According to the figures, 195 falls were reported as serious and sentinel events in 2010/11, up from 130 falls reported for the previous year.  A total of 25 medication errors were reported, along with 108 clinical management incidents which included:

  • delays in responding to a patient’s changing or deteriorating condition
  • poor communication between health professionals
  • delayed diagnoses due to failings in referral processes and the reporting of results.

Outpatient suicides have not been included in this report, unlike previous years, as the Commission is of the view that these events are very different from the other events reported.  The Commission will be working with the mental health sector over the next year to find better ways of reporting and reducing suicides.

Professor Merry says the high number of falls is of particular concern and the Commission is working closely with the sector to prevent and reduce harm from falls.  It is also working on initiatives to reduce medication errors and health care associated infections, promote use of the World Health Organization’s safe surgery checklist, and to improve the quality of data and reporting of adverse events.

“The Commission’s role is to improve quality and safety in New Zealand’s health and disability sectors, and a key aspect of that is to reduce harm from preventable errors.  While some adverse events are outside our control and will always occur, there are many other preventable incidents which we should aim to erase completely.”

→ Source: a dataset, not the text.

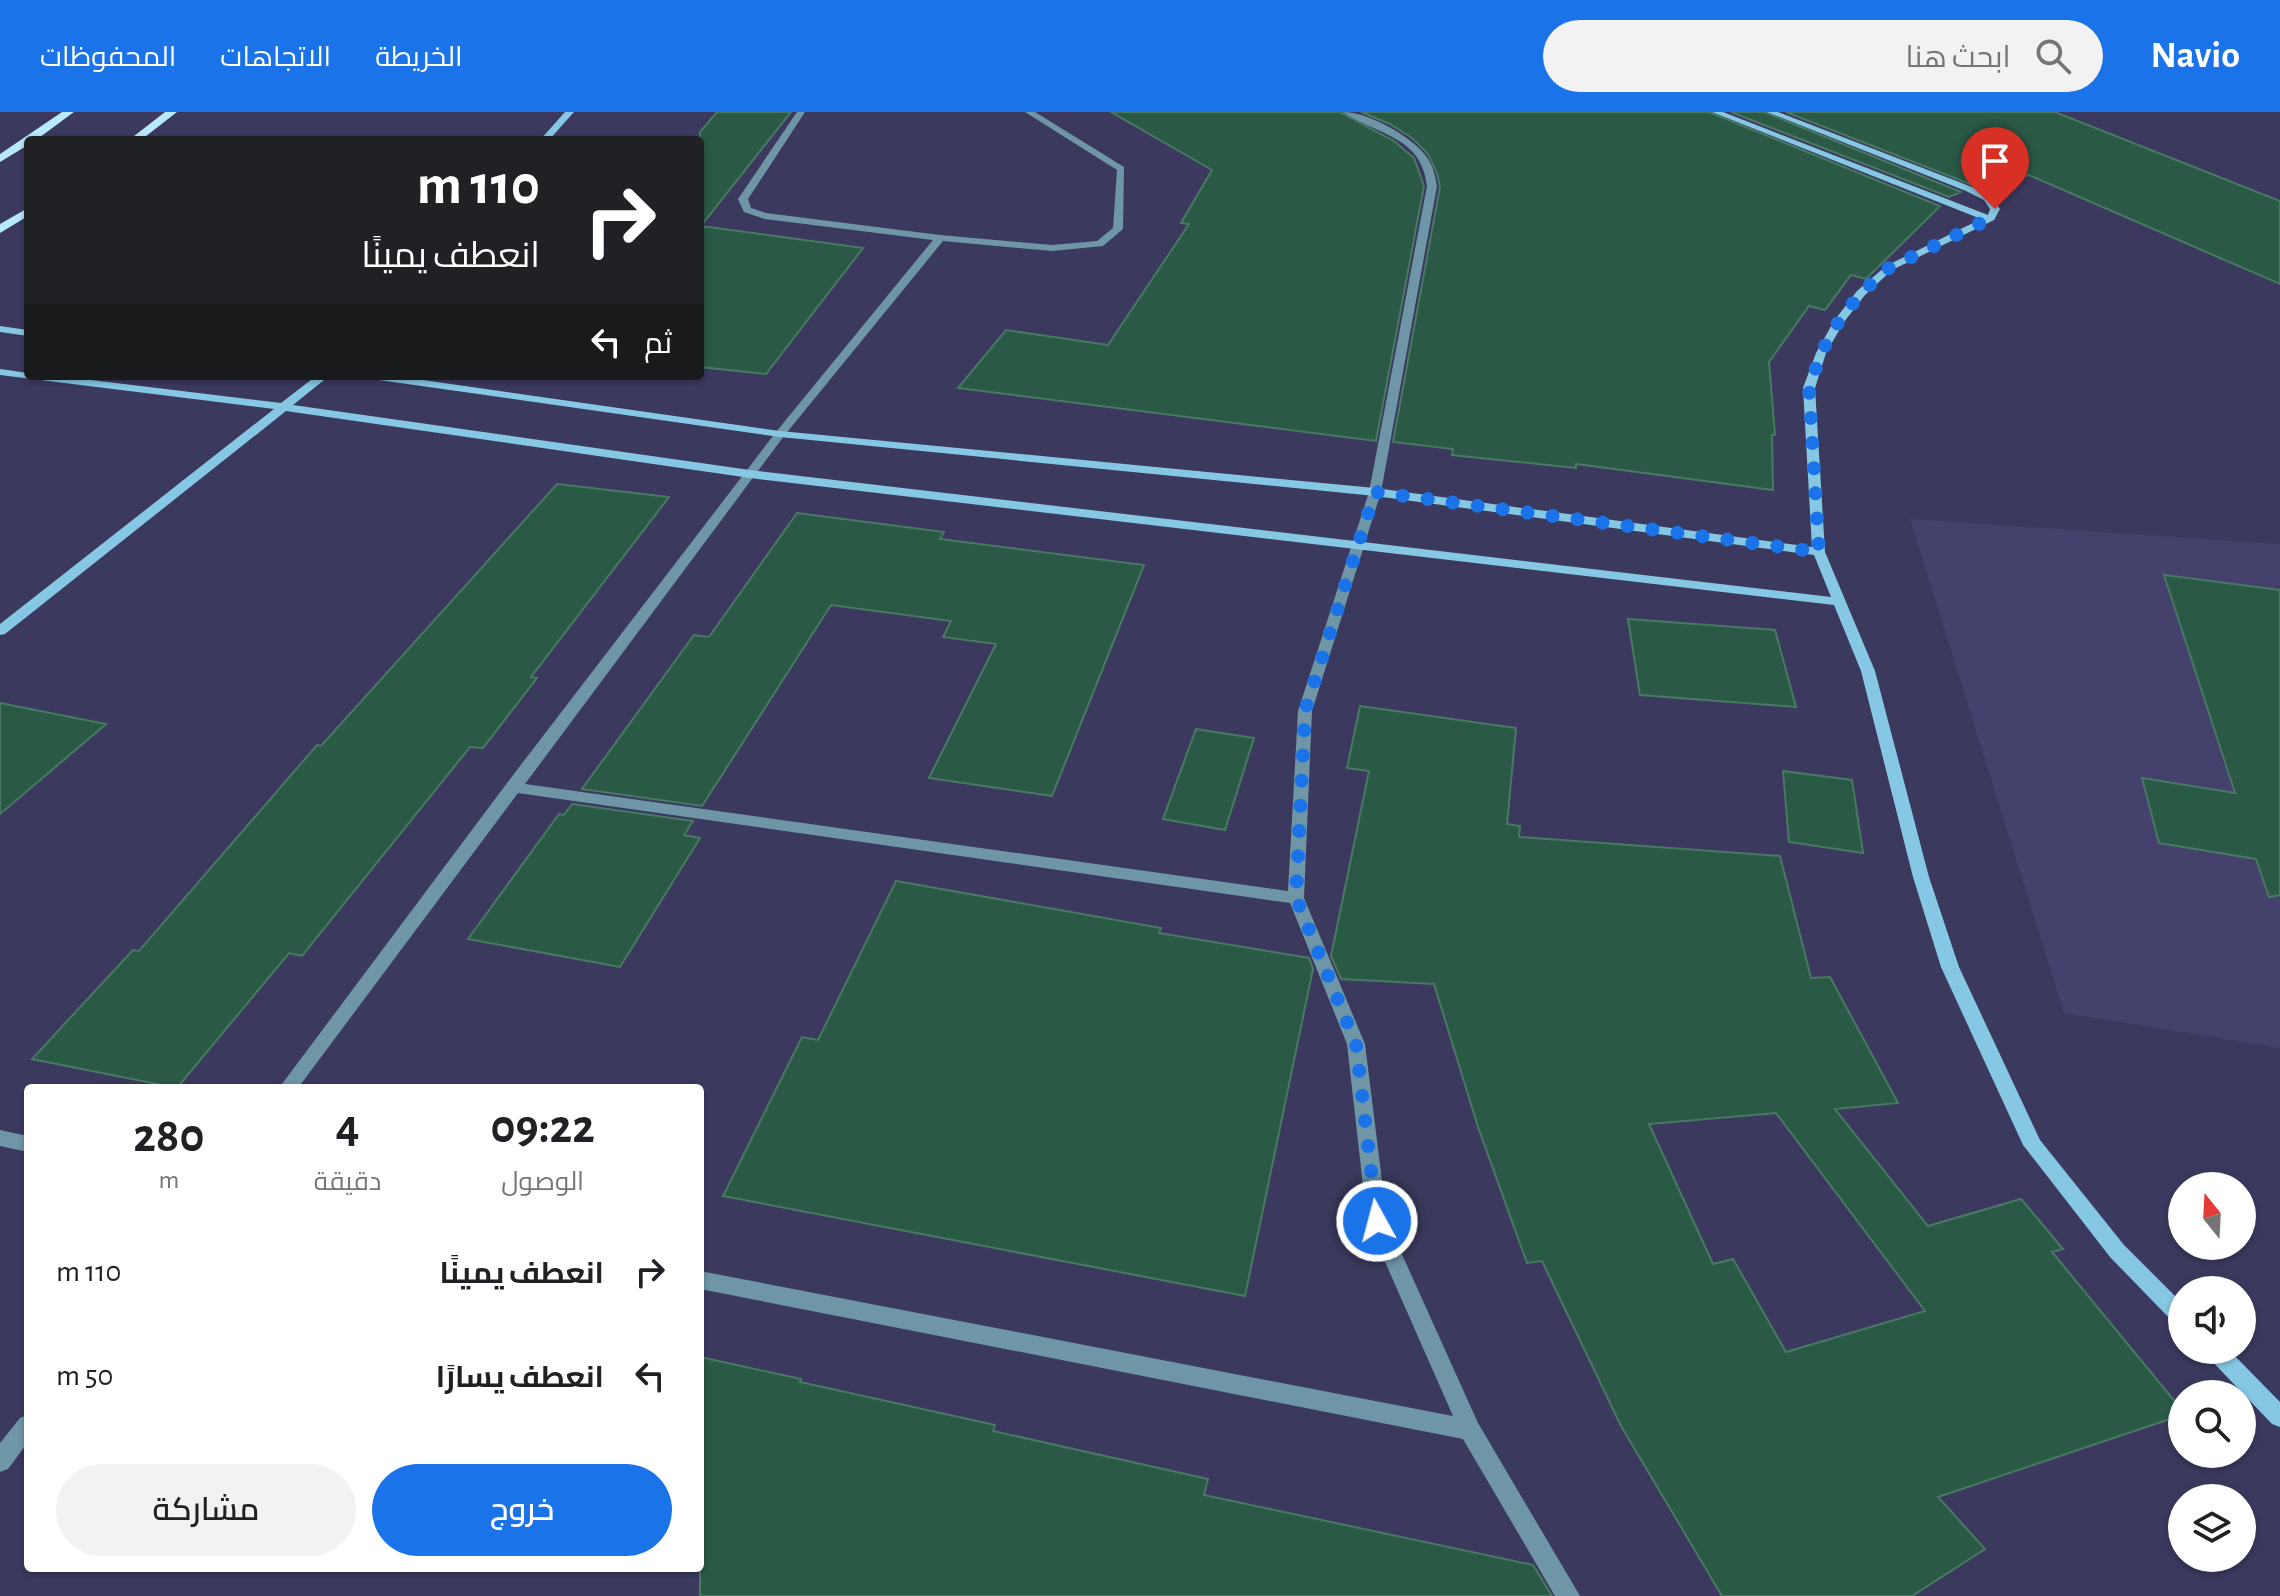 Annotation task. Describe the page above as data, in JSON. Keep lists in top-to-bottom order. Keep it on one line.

He says some DHB Boards are now regularly reporting adverse events during open meetings, and he applauds their transparency.

Professor Merry urges health professionals to familiarise themselves with the report’s findings and to look at how they can make the services they provide safer for patients.

“It’s not acceptable to keep making preventable errors and all of us who work in health need to redouble our efforts to ensure patients receive the best and safest care,” he says.

Click the link at the end of this article for:

  • the full report
  • report factsheet
  • table of DHB events
  • questions and answers

Definitions:

A serious adverse event requires significant additional treatment but is not life threatening and has not resulted in a major loss of function.

A sentinel adverse event is life threatening, or has led to an unanticipated death or major loss of function.

Note: some of the adverse events included in this serious and sentinel events report are subject to further review, and numbers may change.